Source data

- Opening Delimiter -

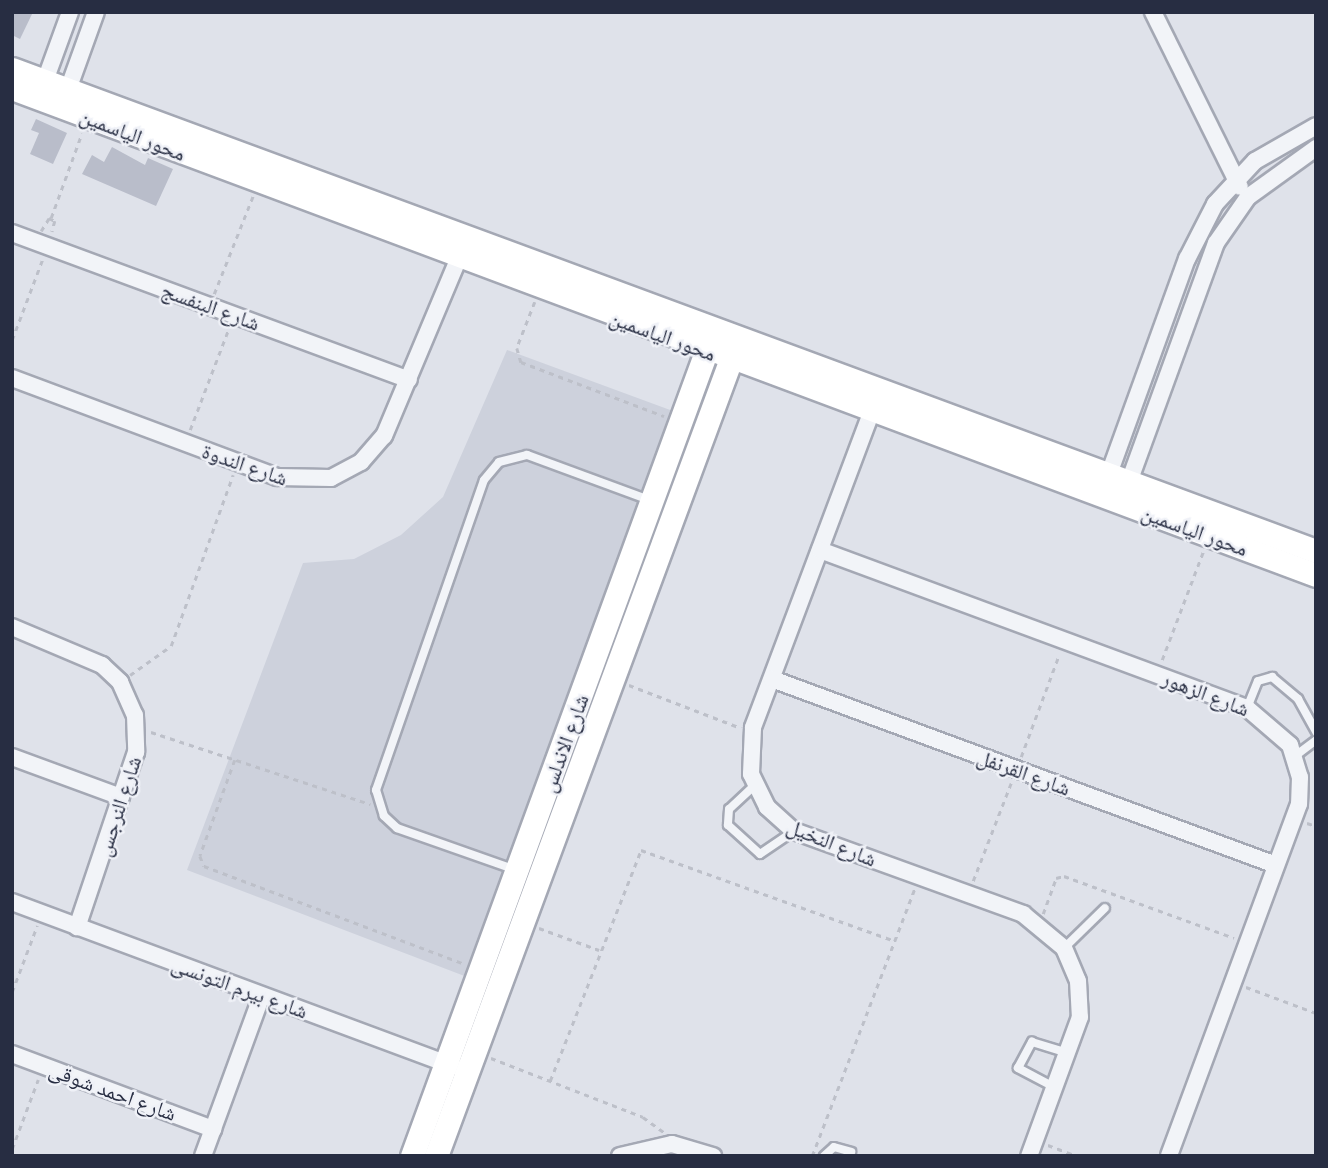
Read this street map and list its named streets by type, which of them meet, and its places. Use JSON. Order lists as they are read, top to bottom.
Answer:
{
  "streets": {
    "street": [
      "محور الياسمين",
      "شارع البنفسج",
      "شارع الندوة",
      "شارع الزهور",
      "شارع الاندلس",
      "شارع القرنفل",
      "شارع النرجس",
      "شارع النخيل",
      "شارع بيرم التونسى",
      "شارع احمد شوقى"
    ]
  },
  "crossings": [
    ["محور الياسمين", "شارع الندوة"],
    ["محور الياسمين", "شارع الاندلس"],
    ["محور الياسمين", "شارع النخيل"],
    ["شارع البنفسج", "شارع الندوة"],
    ["شارع الزهور", "شارع القرنفل"],
    ["شارع الزهور", "شارع النخيل"],
    ["شارع الاندلس", "شارع بيرم التونسى"],
    ["شارع القرنفل", "شارع النخيل"],
    ["شارع النرجس", "شارع بيرم التونسى"]
  ]
}
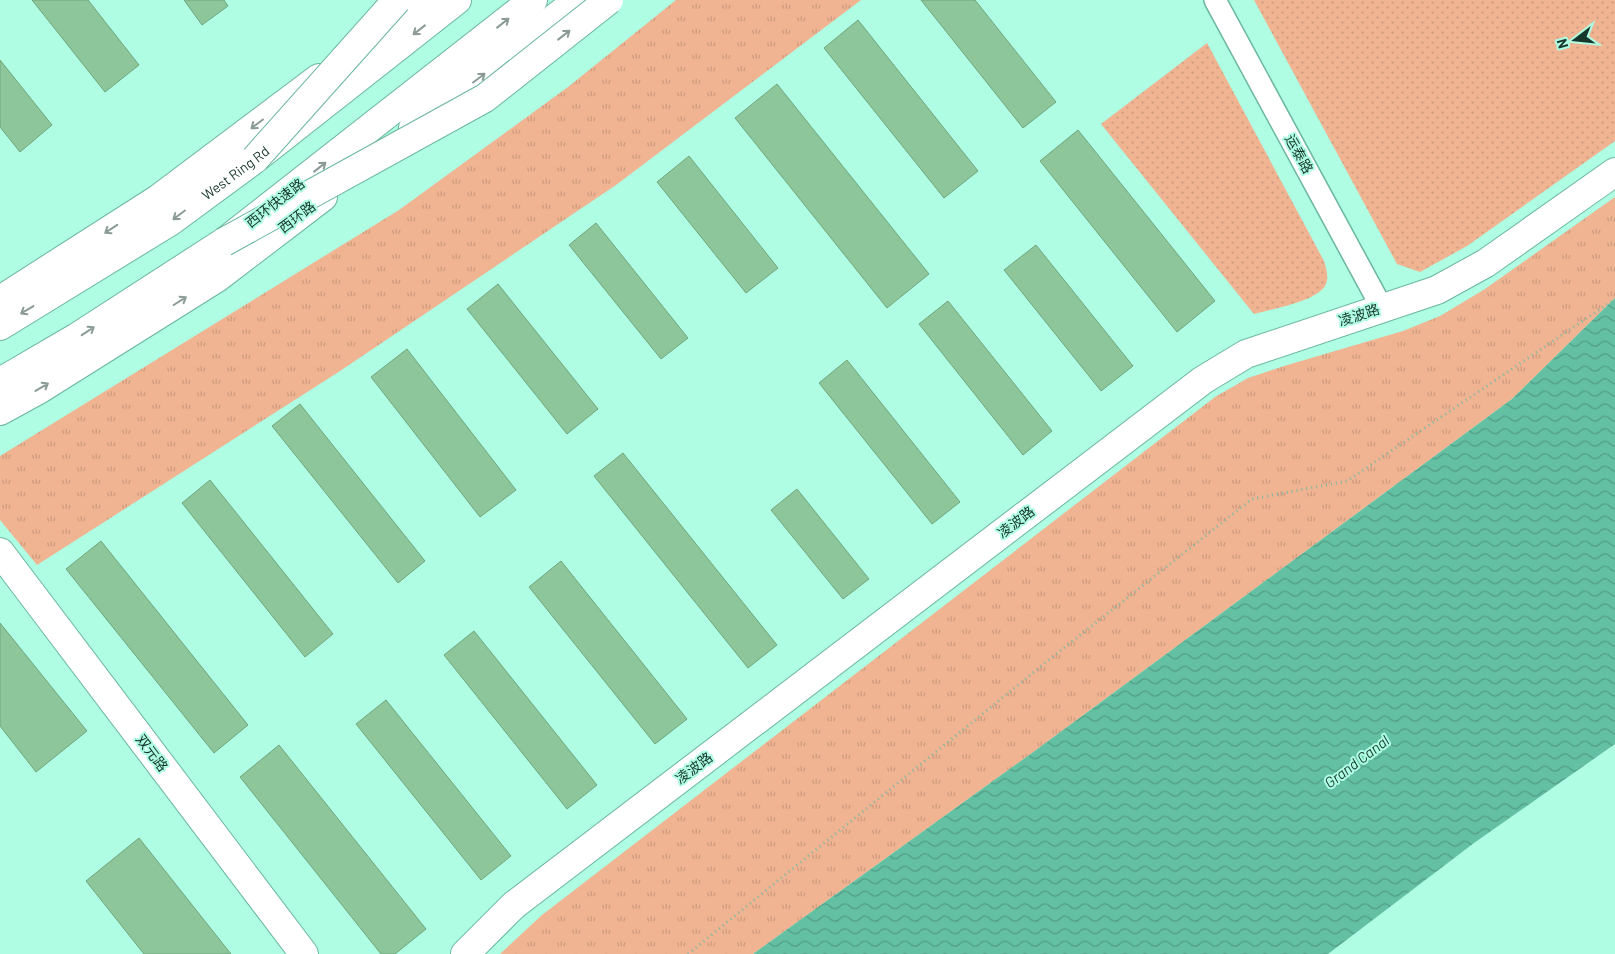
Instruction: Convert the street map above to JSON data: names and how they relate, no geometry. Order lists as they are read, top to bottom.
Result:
{
  "streets": {
    "main road": [
      "West Ring Rd",
      "西环快速路",
      "西环路",
      "凌波路",
      "双元路"
    ],
    "street": ["运泰路"]
  },
  "crossings": [
    ["运泰路", "凌波路"]
  ],
  "water": ["Grand Canal"],
  "north": "left"
}
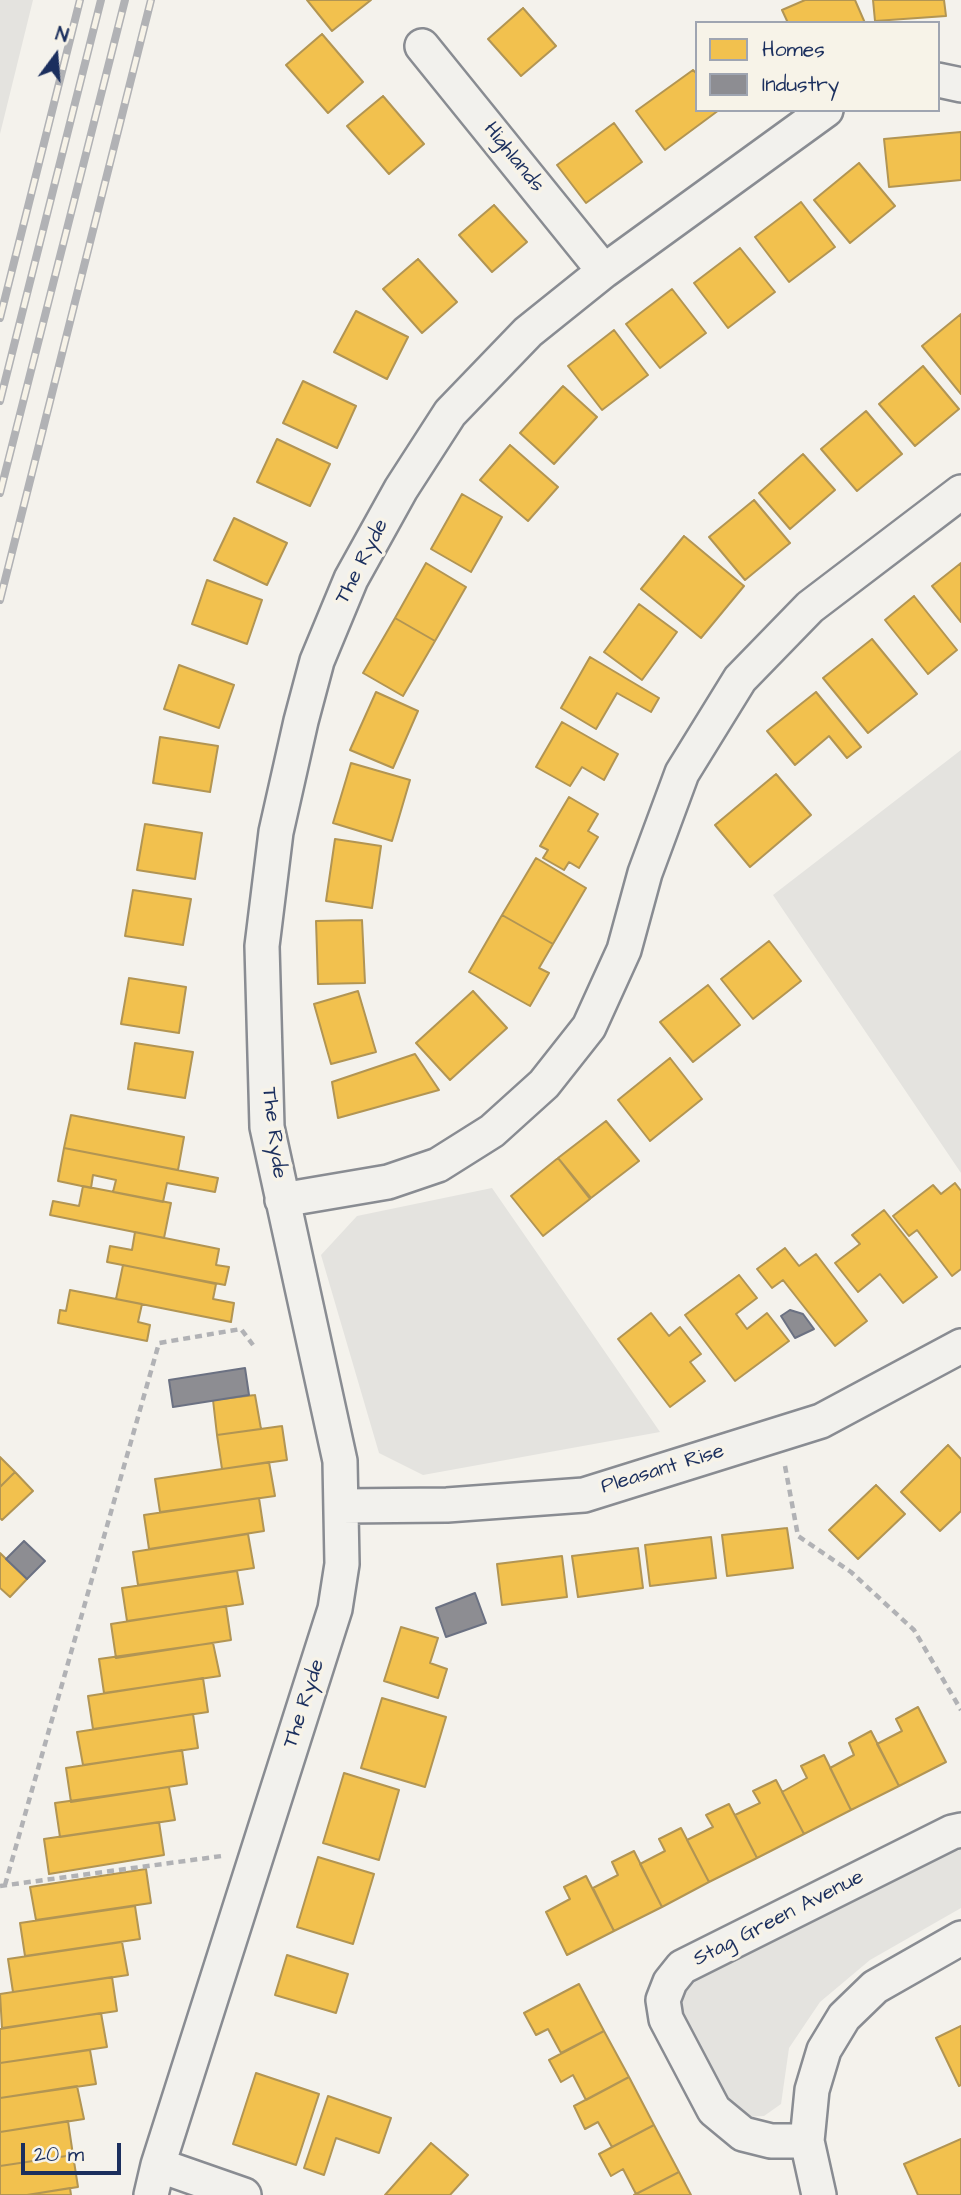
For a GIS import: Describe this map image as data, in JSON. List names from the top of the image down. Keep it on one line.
{"streets":{"street":["Highlands","The Ryde","Pleasant Rise","Stag Green Avenue"]},"crossings":[["Highlands","The Ryde"],["The Ryde","Pleasant Rise"]],"legend":["Homes","Industry"],"scale_bar":"20 m","north":"top"}
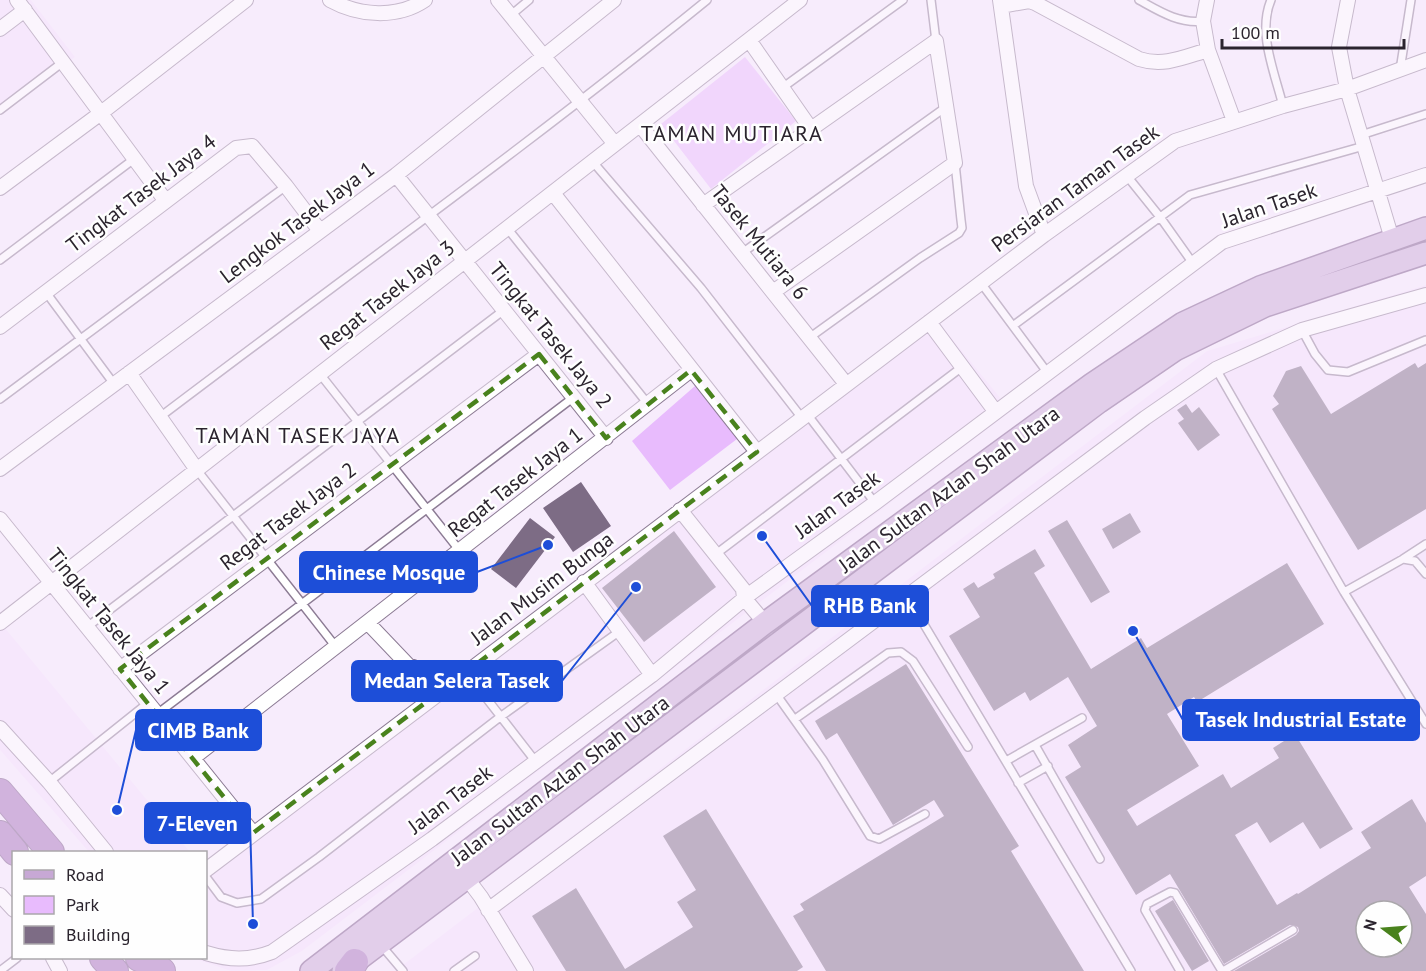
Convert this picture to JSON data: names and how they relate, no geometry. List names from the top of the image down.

- Closing Delimiter -

Starting with the line that holds "For a GIS import: Describe", print each line through the last one of the data exactly as written, but do not include the pictures.

**Exercise output:**
For a GIS import: Describe this map image as data, in JSON. List names from the top of the image down. Keep it on one line.
{"streets":{"street":["Highlands","The Ryde","Pleasant Rise","Stag Green Avenue"]},"crossings":[["Highlands","The Ryde"],["The Ryde","Pleasant Rise"]],"legend":["Homes","Industry"],"scale_bar":"20 m","north":"top"}
Convert this picture to JSON data: names and how they relate, no geometry. List names from the top of the image down.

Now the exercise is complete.